In September it’s the turn of another large scale 20th-century man-made structure to be repurposed as an artistic venue. Originally opened on May 22, 1971, Ontario Place, the government of Ontario-owned amusement park, was imposed into Lake Ontario, sited on three artificially constructed and landscaped islands. The futuristic buildings and entertaining amenities along Toronto’s shoreline included the world’s first IMAX theatre, the geodesic-domed Cinesphere, and the province’s first waterpark.

Some of us old enough to have attended concerts there might fondly recall the spacious, leisurely rotating stage of the Forum. It’s where I took my young kids for free summer concerts, including the memorable time we saw jazz great Miles Davis and his band. We bonded over cool jazz with attitude that sunny afternoon. Then early in 2012 most of the public sections of the park were closed for redevelopment – its 2017 projected completion date aimed to celebrate Canada’s sesquicentennial.

in/future: After the venue has been shuttered for four years, Art Spin in partnership with Small World Music is re-animating Ontario Place’s scenic 14-acre West Island. They’ve cooked up an ambitious menu consisting of 11 days and nights of arts programming from September 15 to 25, dubbing the festival in/future. Wishing to dig deeper, I spoke to Small World’s executive director and in/future co-curator Alan Davis one hot sunny summer day.

“It’s the 15th anniversary of Small World’s fall festival,” Davis began, “and we’re delighted that Art Spin invited us to showcase part of our current season at in/future.” Art Spin – Layne Hinton and Rui Pimenta’s brainchild – has been active as a presenter for over seven years, re-activating decommissioned venues and public spaces to produce group exhibitions along with curated bicycle-led art tours.

“The festival will host site-specific projects by over 60 visual and sound artists,” Davis continued, “with close to 50 music acts on the Small World stage (presented by Exodus Travels).” Films and videos will also be presented in the Cinesphere, as well as dance performances, a lecture series, and kid-friendly programming and activities at various sites.

“We’re excited by this opportunity to connect with the larger community. Nostalgia for Ontario Place’s illustrious musical past is one part of the draw, but so is engaging with young audiences. For example, site DJ activations will encourage a party vibe.”

“We have also tried to squeeze the envelope with regard to genres, to mix things up, to embrace the entirety of the global musical spectrum. Cross-fertilization is one of the things we’re aiming for. Though it’s easy to say, it’s hard to do,” he added with a knowing smile.

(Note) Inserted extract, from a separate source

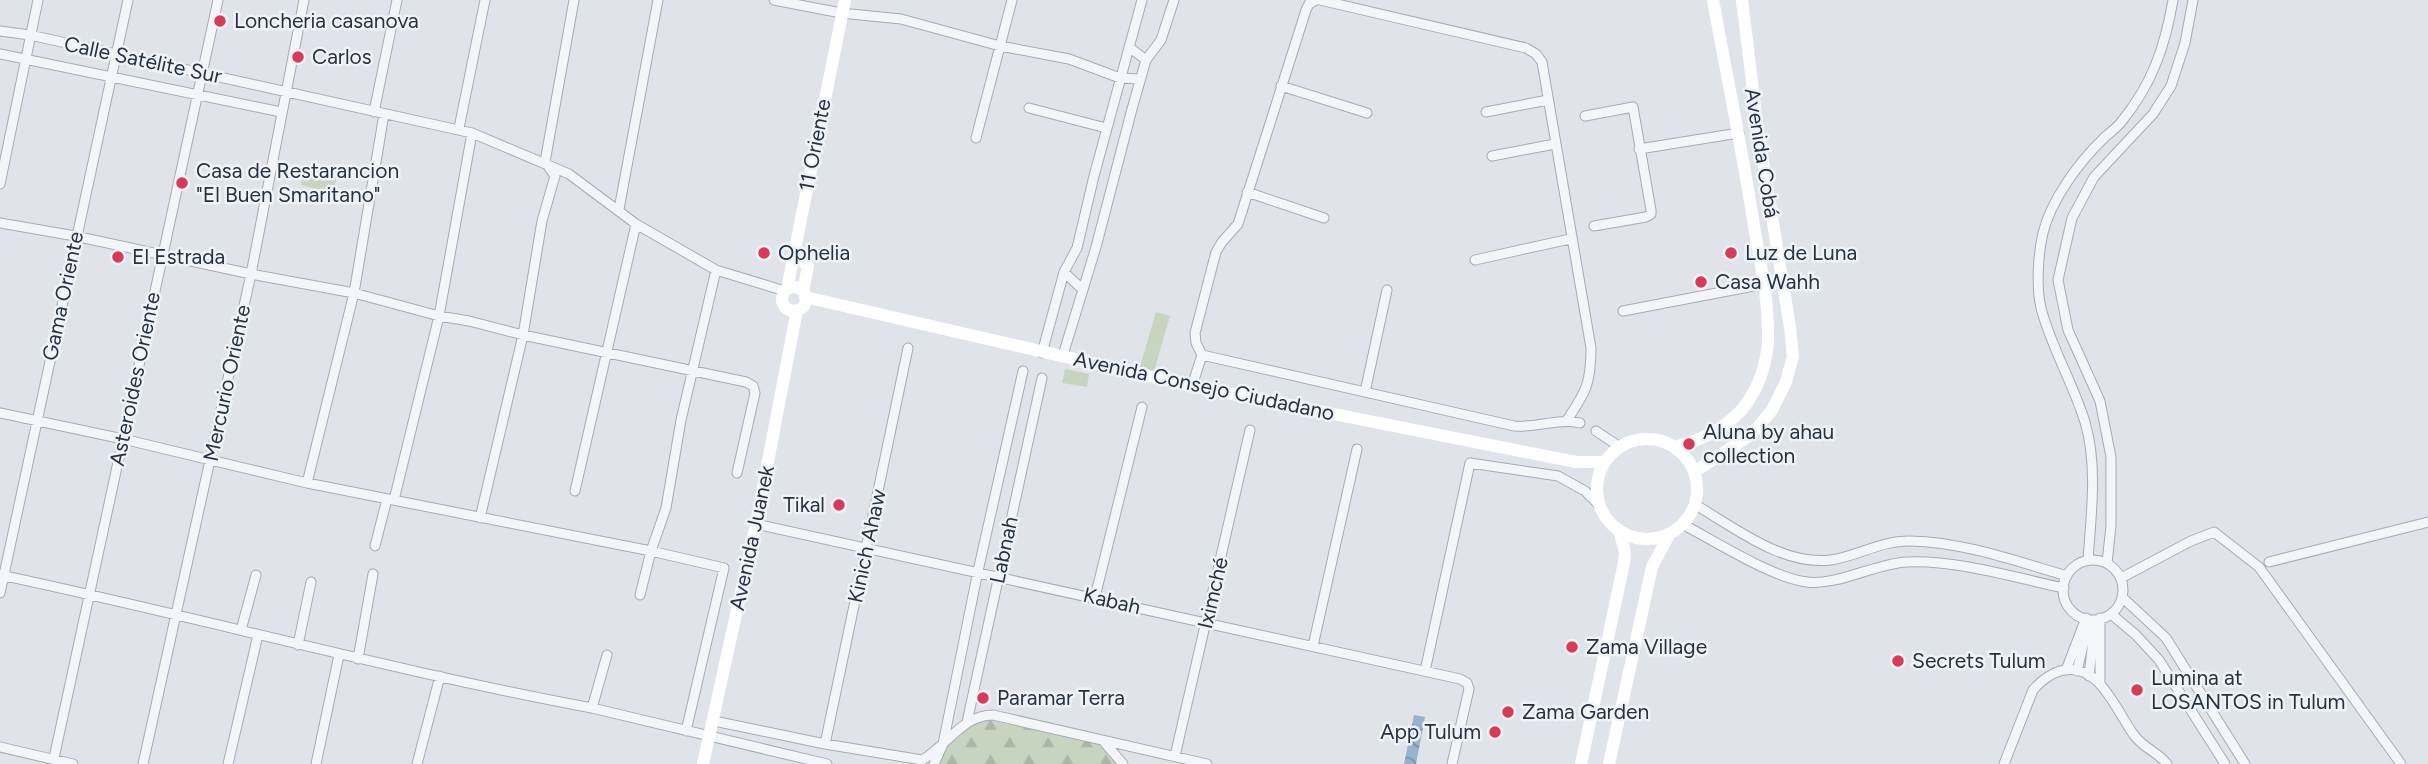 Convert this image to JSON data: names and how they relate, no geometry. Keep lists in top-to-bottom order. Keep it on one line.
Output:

I asked Davis to pick a few highlights. “We are leaning toward high-energy, festive acts suitable for an outdoor stage. An example would be BaBa ZuLa, Istanbul’s legendary psychedelic dub band, which takes the stage Friday September 16 with a wide variety of influences and a truckload of instruments. They are followed by Mariachi Flor, a feminist Mexican mariachi group based in New York” he explained.

Saturday September 24, at the other end of the festival, is a day so chock full that space here permits only a partial mention. Headlining is the Dhol Foundation, a leading bhangra band making its Canadian debut. It’s led by the U.K.- born master-dhol drummer and artistic director of the group, the “bhangra king” Johnny Kalsis. His London-based 12-piece band, which he first established about 17 years ago, places the musical focus tightly on the massive sound of closely miked multiple dhol drums, those icons of Punjabi bhangra music. Kalsis has since waded into transnational waters by fusing bhangra with a mixed bag of popular global genres including Afrobeat, reggae, hip-hop, EDM, and Bollywood with a Celtic fiddling twist. The resulting thumping beats are designed to lift audiences’ spirits, moving everyone to dance.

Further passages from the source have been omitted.